Chart pattern recognition is one of the most popular techniques employed by chartists and technical traders; they constantly study and analyze price movements in hopes of detecting patterns that show the next most probable price movement. While there are many different types of chart formations out there, the cup and handle pattern strategy is one you may want to add to your trading arsenal because of its reliability. Let’s find out what it is.
The cup and handle pattern strategy is a formation on the price chart of an asset that resembles a cup with a handle. It is a bullish continuation pattern that marks a consolidation period followed by a breakout.
As its name implies, the pattern consists of two parts — the cup and the handle. The cup looks like a “u” or a bowl with a rounded bottom that forms after a price rally, while the handle is a trading range that develops on the right-hand side of the cup. The pattern completes when the price breaks out from the handle’s trading range to signal the continuation of the previous rally.
In this article, we backtest the cup and handle pattern strategy. Because the cup and handle pattern is difficult to define with strict buy and sell rules, we refer to other research.
Let’s dive in to learn how to spot this pattern.
Cup with handle pattern
First, we want to write that the cup and handle pattern is also called cup WITH handle pattern. They are the same pattern and formation.

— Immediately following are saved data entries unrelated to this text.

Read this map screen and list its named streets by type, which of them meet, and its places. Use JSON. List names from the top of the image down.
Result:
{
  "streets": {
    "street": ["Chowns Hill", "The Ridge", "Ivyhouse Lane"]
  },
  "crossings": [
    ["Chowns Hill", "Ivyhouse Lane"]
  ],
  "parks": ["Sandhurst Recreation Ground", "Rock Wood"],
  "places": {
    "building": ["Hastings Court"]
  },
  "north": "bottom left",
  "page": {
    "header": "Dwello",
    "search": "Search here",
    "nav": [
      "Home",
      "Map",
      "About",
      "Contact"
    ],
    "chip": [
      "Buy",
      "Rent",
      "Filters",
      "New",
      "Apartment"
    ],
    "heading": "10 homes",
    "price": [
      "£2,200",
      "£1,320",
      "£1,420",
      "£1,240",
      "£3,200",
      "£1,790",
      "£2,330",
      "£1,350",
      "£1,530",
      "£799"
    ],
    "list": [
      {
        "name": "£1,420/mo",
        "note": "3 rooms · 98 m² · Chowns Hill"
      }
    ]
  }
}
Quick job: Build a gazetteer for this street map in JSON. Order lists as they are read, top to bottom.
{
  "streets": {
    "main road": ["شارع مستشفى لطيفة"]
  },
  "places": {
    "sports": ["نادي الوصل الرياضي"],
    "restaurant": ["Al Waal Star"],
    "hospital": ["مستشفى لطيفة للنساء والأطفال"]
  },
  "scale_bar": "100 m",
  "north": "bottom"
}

What is a cup and handle pattern?
The cup and handle pattern is a formation on the price chart of an asset that resembles a cup with a handle. As its name implies, the pattern consists of two parts — the cup and the handle. The cup has the shape of a “u” or a bowl with a rounded bottom that forms after a price rally, while the handle is a trading range that develops as a slight downward drift on the right-hand side of the cup. Further down in the article we have several charts to show how it looks like in a chart.
The pattern is a bullish continuation formation that marks a consolidation period, with the right-hand side of the pattern typically experiencing lower trading volume. The cup part of the pattern forms after a price rally and looks like a gradually rounded bottom of a bowl. As the cup is completed, a trading range develops on the right-hand side, which becomes the handle A subsequent breakout from the handle’s trading range signals a continuation of the previous price rally.
Thus, the cup and handle pattern is considered a bullish signal extending an uptrend, so technical traders and chart analysts use it to spot opportunities to go long.
The cup and handle pattern is pretty famous and known. One of the reasons for that belongs to William O’Neil. O’Neil is the innovator of the CANSLIM method and one requirement was that the stock must form some kind of a cup and handle pattern. O’Neil was, to our knowledge, the first to describe the pattern, in his 1988 bestseller and classic How to Make Money in Stocks. He has been adding technical requirements through a series of articles published in Investor’s Business Daily, which he founded in 1984. Following his principles, traders using the pattern should place a stop buy order slightly above the upper trendline of the handle part of the pattern.
What are the rules for the cup and handle pattern?
The criteria that qualify the cup and handle pattern include:
- The trend: Being a continuation pattern, the pattern must occur in an existing trend. But the pattern works best in a new trend, not an old one.
- The cup: The cup should have the shape of a “U” and resemble a bowl with a rounding bottom. It should never have a “V” shaped bottom, as that would be considered too sharp of a reversal to qualify. With a softer “U” shape, it shows a consolidation pattern with valid support at the bottom of the “U”. While the perfect pattern would have equal highs on both sides of the cup, it may not happen that way.
- The depth of the cup: The depth of the cup should be a retracement of 38% or less of the previous price rally. But in volatile markets, the retracement could be up to 50%, and in extreme situations, the maximum retracement could be up to 62% or 2/3, which conforms with Dow Theory.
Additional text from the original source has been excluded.